Leaving behind a storm of controversy over flying the Palestinian flag in his city hall, the mayor of Dundee, Scotland, crossed into the West Bank from Jordan today carrying a bottle of Scotch, a municipal chain given by King George V and stiff determination to officially twin his city with Nablus, the largest Arab town in the West Bank.

"Welcome to Palestine," greeted Nablus Mayor Bassam Shaka, after Dundee's lord provost, James Gowans, crossed the Allenby Bridge for a four-day visit here and in the West Bank.

Dundee, the fourth-largest city in Scotland, has been in an uproar since the city council approved a town-twinning arrangement with Nablus, a center of Palestinian nationalism in the occupied West Bank, and hung the Palestinian flag alongside those of the United States, France, West Germany and Yugoslavia.

Nobody objected when Dundee started twinning in the 1960s, first with Orleans, France, and then with Wuerzburg, West Germany. And everybody seemed to agree with the plans to twin with Highland Park, Mich., although some eyebrows went up when Zadar, Yugoslavia, became the third twin.

But when Nablus entered the fold, "all hell broke loose," according to George Galloway, secretary of Dundee's Labor Party.

The leadership of the Dundee Jewish community charged that the Nablus twinning has encouraged an outbreak of anti-Semitic vandalism and swastika painting in the city of 196,000 and has protested to British Home Secretary William Whitelaw.

The twinning also attracted attention in Israel, where the Palestinian flag is considered provocative and a symbol of the Palestine Liberation Organization's resolve to dismantle the Jewish state. The flag is banned by the military government of the West Bank and is rarely seen there.

Gowans and four other Dundee officials were greeted at the Allenby Bridge by Shaka, who lost both legs in a June 2 car bomb explosion, and by Ramallah Mayor Karim Khalaf, who lost a foot in a simultaneous blast. Both assassination attempts are believed by Israeli authorities to have been the work of untranationalist Jewish settlers.

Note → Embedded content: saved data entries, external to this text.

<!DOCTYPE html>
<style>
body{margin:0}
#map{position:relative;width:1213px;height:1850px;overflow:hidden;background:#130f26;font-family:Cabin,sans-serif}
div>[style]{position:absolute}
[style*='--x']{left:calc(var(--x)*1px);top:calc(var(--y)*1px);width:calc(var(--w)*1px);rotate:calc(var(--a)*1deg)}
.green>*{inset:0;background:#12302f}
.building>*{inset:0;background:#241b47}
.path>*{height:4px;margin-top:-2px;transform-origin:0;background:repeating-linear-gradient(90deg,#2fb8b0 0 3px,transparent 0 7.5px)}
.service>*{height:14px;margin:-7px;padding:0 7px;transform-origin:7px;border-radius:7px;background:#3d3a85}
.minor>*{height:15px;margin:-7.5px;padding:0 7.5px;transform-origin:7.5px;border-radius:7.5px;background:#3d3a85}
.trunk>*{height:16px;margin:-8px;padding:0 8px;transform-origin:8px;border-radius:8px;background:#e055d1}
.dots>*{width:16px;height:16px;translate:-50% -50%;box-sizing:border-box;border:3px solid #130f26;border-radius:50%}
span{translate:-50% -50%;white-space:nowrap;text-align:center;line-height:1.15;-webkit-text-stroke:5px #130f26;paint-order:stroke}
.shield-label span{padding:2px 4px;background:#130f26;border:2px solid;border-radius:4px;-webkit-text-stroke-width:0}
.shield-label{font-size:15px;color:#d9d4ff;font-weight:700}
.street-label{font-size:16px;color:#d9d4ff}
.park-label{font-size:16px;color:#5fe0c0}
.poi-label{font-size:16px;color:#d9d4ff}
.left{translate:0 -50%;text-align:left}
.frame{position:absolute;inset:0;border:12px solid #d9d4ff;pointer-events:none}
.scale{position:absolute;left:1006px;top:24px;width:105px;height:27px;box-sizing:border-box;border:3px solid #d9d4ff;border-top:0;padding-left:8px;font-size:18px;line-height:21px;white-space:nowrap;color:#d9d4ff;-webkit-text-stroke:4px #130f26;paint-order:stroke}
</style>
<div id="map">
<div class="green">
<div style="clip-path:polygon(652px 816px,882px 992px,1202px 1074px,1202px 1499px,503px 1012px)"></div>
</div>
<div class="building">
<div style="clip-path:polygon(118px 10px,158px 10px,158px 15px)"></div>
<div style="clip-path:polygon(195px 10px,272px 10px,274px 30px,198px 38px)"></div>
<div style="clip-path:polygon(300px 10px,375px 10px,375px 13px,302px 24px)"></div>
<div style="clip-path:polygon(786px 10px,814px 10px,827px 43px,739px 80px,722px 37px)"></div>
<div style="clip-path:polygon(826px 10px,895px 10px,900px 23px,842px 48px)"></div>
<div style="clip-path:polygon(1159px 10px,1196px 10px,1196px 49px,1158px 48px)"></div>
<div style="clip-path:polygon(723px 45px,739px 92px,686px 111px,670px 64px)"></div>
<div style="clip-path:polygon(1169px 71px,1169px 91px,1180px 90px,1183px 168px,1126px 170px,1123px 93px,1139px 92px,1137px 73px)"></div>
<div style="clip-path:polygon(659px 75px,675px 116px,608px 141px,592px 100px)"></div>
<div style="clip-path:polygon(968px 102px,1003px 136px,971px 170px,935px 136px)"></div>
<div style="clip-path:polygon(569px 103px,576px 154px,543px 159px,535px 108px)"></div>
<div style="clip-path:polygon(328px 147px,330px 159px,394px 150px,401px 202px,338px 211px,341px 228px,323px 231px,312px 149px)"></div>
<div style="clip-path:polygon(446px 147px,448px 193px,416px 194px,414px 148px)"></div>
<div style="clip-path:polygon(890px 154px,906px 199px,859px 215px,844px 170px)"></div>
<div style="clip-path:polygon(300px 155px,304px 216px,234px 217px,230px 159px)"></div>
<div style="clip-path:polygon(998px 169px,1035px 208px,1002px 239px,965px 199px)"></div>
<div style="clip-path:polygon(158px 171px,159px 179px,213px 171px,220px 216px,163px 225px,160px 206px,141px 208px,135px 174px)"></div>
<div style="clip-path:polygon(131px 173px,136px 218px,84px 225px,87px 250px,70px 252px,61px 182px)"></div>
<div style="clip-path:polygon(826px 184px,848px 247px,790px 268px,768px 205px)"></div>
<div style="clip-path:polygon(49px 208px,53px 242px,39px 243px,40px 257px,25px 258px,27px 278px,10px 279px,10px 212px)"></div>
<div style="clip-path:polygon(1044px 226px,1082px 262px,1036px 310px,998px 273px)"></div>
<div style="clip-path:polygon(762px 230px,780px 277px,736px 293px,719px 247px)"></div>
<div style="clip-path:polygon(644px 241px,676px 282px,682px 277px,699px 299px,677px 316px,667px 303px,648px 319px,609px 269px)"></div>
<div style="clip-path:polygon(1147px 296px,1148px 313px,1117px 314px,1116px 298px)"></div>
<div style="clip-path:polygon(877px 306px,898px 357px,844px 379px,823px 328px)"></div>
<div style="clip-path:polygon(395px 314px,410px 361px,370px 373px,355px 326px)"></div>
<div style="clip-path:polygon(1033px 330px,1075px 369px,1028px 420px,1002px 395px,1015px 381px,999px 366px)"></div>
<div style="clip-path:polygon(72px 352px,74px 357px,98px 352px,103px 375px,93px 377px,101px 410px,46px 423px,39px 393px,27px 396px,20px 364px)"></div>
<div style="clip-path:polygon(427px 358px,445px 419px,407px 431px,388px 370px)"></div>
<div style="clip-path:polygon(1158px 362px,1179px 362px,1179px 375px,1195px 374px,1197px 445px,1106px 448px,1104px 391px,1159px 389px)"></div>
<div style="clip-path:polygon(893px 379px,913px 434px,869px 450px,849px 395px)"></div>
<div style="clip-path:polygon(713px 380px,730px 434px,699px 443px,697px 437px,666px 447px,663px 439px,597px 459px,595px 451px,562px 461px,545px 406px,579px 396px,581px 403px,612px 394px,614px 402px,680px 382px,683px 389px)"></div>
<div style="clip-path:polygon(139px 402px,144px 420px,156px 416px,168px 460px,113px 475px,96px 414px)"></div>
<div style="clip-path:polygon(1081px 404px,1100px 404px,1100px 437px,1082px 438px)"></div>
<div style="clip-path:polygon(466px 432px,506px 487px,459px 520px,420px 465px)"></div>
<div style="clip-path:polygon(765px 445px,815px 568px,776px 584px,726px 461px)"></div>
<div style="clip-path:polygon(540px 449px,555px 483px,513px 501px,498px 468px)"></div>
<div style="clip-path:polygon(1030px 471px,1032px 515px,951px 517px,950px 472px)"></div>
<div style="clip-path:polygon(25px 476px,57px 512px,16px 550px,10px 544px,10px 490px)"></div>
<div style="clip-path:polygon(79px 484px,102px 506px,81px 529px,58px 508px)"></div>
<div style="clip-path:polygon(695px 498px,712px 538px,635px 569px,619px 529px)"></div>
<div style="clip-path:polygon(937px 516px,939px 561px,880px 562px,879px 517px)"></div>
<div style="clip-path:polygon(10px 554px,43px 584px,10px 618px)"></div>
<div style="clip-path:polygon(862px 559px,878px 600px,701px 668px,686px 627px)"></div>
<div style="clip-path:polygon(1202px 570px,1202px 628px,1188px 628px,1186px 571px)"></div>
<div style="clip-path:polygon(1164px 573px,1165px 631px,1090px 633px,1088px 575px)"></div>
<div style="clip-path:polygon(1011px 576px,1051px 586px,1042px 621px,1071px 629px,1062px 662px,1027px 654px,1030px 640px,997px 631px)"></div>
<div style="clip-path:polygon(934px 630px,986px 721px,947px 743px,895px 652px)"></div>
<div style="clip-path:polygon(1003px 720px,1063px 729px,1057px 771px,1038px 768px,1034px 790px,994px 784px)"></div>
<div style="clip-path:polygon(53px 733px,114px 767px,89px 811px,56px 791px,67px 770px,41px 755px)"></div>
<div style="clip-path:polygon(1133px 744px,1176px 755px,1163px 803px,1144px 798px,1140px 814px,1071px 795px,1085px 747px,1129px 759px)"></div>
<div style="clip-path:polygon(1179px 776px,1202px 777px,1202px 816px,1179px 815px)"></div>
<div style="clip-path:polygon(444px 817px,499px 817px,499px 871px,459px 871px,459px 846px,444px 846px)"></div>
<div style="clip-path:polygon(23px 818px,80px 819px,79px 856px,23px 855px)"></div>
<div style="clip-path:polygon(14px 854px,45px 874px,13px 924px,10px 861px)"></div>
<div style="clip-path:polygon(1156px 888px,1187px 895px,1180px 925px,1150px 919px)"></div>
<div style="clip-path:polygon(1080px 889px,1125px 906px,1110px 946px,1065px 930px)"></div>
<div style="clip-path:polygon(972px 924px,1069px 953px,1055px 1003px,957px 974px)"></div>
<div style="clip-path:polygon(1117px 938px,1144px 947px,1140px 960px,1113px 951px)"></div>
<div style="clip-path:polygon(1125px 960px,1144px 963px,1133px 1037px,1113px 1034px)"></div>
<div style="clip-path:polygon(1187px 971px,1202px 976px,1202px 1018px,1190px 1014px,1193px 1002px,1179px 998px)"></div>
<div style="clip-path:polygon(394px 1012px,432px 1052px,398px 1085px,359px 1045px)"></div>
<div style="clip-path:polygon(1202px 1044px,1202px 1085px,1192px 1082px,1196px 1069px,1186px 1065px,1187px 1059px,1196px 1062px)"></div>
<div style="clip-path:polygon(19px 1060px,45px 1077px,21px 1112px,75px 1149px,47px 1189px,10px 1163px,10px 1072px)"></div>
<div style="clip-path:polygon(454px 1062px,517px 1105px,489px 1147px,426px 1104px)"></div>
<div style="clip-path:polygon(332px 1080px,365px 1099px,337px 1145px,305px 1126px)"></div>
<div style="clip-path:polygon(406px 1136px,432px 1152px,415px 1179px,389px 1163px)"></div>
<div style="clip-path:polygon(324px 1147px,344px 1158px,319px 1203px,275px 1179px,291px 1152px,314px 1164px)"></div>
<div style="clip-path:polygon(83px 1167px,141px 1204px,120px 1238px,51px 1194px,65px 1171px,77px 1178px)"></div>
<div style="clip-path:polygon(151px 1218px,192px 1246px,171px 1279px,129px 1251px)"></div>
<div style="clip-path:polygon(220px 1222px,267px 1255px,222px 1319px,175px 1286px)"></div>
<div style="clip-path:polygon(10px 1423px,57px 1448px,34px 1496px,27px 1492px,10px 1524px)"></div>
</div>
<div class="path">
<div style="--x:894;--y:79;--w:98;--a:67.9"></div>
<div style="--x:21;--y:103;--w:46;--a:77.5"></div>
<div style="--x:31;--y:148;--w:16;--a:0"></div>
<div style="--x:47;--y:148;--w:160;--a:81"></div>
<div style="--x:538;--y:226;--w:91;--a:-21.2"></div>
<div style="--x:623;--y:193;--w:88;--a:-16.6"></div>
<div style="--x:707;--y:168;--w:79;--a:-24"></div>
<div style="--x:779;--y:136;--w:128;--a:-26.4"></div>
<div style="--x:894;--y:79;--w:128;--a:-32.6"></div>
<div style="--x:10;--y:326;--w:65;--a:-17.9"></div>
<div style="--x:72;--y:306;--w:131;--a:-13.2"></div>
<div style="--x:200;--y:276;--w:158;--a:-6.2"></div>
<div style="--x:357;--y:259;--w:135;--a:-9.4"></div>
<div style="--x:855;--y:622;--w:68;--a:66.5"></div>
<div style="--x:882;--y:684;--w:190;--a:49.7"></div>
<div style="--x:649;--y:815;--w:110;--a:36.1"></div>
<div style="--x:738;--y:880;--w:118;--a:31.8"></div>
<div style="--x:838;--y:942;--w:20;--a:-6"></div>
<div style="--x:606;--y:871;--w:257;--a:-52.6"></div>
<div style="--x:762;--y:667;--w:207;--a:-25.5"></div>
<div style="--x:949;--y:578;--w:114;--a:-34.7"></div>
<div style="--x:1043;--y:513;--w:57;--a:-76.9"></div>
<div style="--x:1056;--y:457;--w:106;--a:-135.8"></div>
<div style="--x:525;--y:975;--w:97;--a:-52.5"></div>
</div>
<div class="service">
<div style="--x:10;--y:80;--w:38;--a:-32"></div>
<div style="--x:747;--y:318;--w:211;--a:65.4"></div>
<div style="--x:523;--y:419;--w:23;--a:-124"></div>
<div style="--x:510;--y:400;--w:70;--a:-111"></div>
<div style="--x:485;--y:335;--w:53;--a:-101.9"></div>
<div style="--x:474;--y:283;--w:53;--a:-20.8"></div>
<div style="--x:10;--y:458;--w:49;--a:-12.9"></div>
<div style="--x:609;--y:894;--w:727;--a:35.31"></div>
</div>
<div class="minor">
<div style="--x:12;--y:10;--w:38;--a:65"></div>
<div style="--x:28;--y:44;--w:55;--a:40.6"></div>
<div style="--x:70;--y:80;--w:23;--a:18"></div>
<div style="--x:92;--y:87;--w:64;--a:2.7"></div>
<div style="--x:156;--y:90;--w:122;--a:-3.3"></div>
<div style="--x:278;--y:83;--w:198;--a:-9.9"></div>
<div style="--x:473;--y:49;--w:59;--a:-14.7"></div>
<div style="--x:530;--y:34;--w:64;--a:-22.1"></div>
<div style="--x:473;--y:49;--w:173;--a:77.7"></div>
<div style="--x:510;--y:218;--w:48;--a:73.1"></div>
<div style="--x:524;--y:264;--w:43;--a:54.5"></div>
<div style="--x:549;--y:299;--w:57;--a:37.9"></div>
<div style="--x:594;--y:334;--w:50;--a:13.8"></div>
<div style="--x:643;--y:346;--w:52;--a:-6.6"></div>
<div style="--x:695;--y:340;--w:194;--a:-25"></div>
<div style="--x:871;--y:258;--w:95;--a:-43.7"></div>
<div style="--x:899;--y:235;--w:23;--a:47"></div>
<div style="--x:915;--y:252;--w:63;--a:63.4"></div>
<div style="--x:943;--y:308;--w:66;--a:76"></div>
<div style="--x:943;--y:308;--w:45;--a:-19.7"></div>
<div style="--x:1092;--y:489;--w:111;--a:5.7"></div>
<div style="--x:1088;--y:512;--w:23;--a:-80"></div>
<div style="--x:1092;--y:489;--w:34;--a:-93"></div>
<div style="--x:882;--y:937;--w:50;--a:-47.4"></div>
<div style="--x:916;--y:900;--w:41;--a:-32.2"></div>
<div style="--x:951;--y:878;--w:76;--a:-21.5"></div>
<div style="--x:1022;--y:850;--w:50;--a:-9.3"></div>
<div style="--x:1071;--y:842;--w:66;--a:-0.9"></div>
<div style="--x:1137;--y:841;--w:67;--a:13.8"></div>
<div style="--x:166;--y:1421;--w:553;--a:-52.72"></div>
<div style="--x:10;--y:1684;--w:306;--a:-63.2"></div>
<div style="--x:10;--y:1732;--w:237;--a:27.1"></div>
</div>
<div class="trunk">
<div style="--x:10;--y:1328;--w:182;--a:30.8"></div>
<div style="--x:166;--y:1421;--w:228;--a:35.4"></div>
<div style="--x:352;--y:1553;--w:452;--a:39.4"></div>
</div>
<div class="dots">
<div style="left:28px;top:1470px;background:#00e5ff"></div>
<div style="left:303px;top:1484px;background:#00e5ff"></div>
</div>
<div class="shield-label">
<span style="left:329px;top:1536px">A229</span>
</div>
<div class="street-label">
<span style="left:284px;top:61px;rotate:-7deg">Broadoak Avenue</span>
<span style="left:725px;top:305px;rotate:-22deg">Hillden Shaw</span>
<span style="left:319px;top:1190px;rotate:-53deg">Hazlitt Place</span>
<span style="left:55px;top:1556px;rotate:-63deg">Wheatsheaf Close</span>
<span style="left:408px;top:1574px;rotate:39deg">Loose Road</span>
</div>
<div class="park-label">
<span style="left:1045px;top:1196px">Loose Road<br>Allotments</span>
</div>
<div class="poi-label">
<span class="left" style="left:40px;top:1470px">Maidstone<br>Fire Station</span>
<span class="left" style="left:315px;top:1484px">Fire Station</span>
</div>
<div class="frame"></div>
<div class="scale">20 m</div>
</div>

At a luncheon today, there were frequent reminders by the Arab hosts that Britain, which lost its mandatory authority over Palestine in 1948 with the creation of Israel, played a major role in the birth of the current impasse between Arabs and Jews.

Referring to Israeli Prime Minister Menachem Begin, Khalaf declared, "He is a terrorist who came here from Poland in 1943 and killed British soldiers."

Apparently unmindful that Shaka abides by Moslem strictures against alcoholic beverages, Gowans presented the Nablus mayor with a bottle of Scotch. The Dundee mayor denied there was any anti-Semitism in Scotland and said vandalism of the sort reported by Dundee synagogues has hit all parts of the city. He said Nablus was picked as a twin because Shaka met with city officials and gave them a flag when he was hospitalized in England.